Sum actually exists in Phobos/math2.d.    ;)    But it doesn't have an optimal implementation.  We need SIMD in a bad way.

Sean

"Mark Evans" <Mark_member@pathlink.com> wrote in message news:bdtrq6$1ohh$1@digitaldaemon.com...
>
> The only thing I wish to highlight is the 'slicing' and array
manipulation,
> nothing beyond that necessarily.  (FORTRAN is a column-major language, C
is
> row-major; be careful.)
>
> http://www.fortran.com/F/linux.htm http://www.fortran.com/F/
>
>
>
> "Array Language
>
> A sophisticated array language facilitates operations on whole arrays, contiguous and noncontiguous sections and slices of arrays. For example,
>
> arr(5:1:-2, 3, 6:)
>
> is a reference to the two-dimensional array created by taking the elements
5, 3,
> and 1 in the first dimension of arr and elements from 6 to the upper bound
of
> the third dimension of arr, all in the 3rd plan of the array. If arr is a
5 by 6
> by 7 array, the referenced elements would be (5,3,6), (3,3,6), (1,3,6),
(5,3,7),
> (3,3,7), and (1,3,7).
>
> A simpler example shows calculating the sum inner product of a row and a
column.
>
>
> A(i,j) = sum(B(i,:)*C(:,j))
>
> Sum is one of the more than one hundred intrinsic procedures found in F."


July 02, 2003
"Sean L. Palmer" <palmer.sean@verizon.net> wrote in message news:bdv2h6$3vn$1@digitaldaemon.com...
> Sum actually exists in Phobos/math2.d.    ;)    But it doesn't have an optimal implementation.  We need SIMD in a bad way.
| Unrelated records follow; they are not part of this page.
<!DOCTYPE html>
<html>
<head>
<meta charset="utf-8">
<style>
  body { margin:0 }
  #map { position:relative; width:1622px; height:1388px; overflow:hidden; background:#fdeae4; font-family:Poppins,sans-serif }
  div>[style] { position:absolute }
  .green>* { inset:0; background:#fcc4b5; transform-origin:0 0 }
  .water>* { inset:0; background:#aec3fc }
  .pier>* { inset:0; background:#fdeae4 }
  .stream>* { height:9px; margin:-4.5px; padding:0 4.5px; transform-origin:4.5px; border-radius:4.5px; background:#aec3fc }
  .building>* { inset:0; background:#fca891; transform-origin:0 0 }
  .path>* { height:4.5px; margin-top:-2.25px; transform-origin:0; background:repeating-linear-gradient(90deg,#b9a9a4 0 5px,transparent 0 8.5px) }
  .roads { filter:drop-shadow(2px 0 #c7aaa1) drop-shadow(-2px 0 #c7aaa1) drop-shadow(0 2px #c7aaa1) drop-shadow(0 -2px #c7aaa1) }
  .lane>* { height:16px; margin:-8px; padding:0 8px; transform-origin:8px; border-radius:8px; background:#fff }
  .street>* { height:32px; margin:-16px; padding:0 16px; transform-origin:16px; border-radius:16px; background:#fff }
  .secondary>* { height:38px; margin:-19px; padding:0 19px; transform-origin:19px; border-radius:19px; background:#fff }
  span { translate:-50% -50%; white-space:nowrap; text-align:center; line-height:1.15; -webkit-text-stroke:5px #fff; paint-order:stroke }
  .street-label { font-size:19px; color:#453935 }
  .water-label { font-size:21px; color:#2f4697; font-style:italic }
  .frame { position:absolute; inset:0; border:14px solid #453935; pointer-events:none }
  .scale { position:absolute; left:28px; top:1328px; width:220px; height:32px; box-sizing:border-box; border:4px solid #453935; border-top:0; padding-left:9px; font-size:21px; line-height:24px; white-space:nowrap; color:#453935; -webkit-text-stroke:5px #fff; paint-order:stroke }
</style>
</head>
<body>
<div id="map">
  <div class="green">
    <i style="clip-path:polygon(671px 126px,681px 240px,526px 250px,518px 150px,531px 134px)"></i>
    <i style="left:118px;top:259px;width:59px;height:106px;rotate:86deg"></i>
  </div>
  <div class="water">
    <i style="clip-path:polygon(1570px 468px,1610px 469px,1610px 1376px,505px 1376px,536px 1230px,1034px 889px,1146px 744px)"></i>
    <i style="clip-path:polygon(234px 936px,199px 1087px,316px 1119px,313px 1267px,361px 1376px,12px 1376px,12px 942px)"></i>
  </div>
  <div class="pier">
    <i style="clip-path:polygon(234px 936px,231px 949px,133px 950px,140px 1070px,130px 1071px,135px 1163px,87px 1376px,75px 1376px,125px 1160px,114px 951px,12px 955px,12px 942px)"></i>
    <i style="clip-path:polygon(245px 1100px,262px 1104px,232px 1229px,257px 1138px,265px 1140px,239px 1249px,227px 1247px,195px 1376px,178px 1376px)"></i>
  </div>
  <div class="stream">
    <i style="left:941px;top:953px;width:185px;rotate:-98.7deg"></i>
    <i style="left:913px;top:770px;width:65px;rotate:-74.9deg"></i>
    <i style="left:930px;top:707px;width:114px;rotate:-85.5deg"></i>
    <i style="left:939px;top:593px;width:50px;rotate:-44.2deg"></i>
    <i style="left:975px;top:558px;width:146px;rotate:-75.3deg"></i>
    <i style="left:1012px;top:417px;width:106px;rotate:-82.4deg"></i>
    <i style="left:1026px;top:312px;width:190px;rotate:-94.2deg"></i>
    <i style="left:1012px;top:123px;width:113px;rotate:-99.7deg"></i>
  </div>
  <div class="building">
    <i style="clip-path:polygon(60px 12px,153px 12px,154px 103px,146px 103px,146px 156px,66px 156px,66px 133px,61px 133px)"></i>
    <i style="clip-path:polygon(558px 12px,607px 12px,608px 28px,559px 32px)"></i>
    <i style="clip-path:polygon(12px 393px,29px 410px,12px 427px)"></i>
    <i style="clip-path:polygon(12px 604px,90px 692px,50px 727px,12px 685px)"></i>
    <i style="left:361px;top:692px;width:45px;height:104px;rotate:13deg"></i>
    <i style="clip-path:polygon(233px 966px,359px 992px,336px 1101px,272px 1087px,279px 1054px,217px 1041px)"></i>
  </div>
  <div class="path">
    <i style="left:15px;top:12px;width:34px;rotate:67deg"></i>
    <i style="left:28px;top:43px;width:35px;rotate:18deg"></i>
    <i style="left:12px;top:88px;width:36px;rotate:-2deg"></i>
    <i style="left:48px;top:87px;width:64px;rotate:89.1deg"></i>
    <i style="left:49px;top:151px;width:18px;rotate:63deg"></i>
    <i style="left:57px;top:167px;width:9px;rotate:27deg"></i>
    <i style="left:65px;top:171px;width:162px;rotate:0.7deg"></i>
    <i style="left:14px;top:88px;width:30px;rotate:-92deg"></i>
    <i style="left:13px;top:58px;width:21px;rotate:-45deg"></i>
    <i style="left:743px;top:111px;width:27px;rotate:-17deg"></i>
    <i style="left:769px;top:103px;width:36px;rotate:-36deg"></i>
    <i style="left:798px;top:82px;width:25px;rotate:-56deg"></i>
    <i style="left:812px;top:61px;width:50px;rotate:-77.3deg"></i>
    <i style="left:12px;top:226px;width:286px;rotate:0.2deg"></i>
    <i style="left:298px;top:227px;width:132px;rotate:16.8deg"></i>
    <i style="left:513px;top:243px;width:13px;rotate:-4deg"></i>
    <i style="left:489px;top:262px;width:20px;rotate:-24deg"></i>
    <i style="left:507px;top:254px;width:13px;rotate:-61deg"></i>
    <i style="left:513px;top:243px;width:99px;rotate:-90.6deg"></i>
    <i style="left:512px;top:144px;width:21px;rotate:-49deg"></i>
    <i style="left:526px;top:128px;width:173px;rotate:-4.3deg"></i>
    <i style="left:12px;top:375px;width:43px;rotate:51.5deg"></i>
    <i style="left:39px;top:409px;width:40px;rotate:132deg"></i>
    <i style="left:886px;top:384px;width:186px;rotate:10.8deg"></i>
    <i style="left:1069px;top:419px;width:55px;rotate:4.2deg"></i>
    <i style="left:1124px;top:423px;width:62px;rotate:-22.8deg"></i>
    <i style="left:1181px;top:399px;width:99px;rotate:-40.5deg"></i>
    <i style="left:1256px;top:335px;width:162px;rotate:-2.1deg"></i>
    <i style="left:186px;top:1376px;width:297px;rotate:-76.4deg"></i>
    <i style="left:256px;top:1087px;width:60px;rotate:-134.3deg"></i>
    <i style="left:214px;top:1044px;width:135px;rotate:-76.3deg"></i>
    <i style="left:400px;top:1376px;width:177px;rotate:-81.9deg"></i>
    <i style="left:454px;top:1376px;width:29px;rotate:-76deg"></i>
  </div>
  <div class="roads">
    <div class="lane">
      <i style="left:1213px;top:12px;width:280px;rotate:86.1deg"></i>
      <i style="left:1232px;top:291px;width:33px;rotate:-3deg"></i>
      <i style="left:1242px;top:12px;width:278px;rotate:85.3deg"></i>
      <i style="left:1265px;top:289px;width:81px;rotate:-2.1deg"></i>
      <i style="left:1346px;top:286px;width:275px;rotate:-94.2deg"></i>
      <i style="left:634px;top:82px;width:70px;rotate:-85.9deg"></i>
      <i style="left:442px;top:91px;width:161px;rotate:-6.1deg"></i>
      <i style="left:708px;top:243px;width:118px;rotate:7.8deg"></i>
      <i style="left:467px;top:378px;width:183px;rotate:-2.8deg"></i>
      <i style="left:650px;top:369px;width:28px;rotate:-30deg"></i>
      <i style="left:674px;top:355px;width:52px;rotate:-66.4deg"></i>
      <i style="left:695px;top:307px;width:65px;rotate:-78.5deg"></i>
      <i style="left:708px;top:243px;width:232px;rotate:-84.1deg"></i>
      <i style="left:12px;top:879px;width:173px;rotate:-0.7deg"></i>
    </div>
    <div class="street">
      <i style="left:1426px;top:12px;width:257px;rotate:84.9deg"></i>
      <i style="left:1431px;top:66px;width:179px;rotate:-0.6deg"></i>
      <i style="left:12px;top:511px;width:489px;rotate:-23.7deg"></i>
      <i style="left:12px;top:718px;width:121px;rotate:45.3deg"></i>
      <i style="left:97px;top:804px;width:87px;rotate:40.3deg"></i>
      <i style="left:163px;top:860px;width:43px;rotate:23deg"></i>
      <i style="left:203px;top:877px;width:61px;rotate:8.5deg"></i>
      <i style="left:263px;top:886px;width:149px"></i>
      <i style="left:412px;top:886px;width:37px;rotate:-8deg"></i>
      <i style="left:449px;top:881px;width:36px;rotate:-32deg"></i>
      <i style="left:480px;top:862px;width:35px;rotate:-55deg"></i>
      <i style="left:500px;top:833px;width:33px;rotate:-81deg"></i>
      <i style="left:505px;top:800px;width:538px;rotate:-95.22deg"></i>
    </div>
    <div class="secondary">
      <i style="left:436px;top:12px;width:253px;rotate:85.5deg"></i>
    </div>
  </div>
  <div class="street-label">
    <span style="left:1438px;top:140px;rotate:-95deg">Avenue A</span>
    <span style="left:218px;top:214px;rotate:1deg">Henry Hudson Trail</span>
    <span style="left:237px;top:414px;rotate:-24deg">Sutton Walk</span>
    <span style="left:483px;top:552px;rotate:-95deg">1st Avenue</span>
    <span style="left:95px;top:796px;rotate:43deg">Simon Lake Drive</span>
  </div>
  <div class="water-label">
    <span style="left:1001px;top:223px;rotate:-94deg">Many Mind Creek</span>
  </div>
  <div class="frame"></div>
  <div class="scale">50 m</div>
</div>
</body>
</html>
Would you like to take a stab at writing sum using SIMD?


July 03, 2003
I would be happy to.  But it'll have to wait til at least tomorrow because right now I had a few beers and am not coding so well.  ;)

sum isn't easy with SSE because there's no direct instruction support for it.  But it can be done using roughly 1/4 the number of instructions required for FPU, if amortized over a large number of values.

For small arrays, say, 4 elements, it still takes 2 add's and 2 shuffle instructions.  Those would be required to sum up the result register at the end in any case.

A library implementation would be sub-optimal for constant sized arrays. It'd be better off done as an intrinsic somewhat similar to how memcpy is usually implemented in professional grade compilers.

Consider SSE code to Sum() a 16-byte aligned float[4] pointed to by eax, and store into a float pointed to by ebx:

movaps xmm0, xmmword ptr [eax]   ; xmm0 = x y z w
movhlps xmm1, xmm0                      ; xmm1 = z w ? ?
addps xmm0, xmm1                         ; xmm0 = (x+z) (y+w) ? ?
shufps xmm1, xmm0, 1                     ; xmm1 = (y+w) ? ? ?
addss xmm0, xmm1                         ; xmm0 = (x+y+z+w) ? ? ?
movss dword ptr [ebx], xmm0

Obviously a canned library routine knowing nothing about the size or alignment will not be able to come even close to this kind of performance for such a small array.  If the values start off and end up in registers, even better.  Plus the optimizer can schedule the instructions wisely.  The above has many dependency stall slots where other instructions can be inserted.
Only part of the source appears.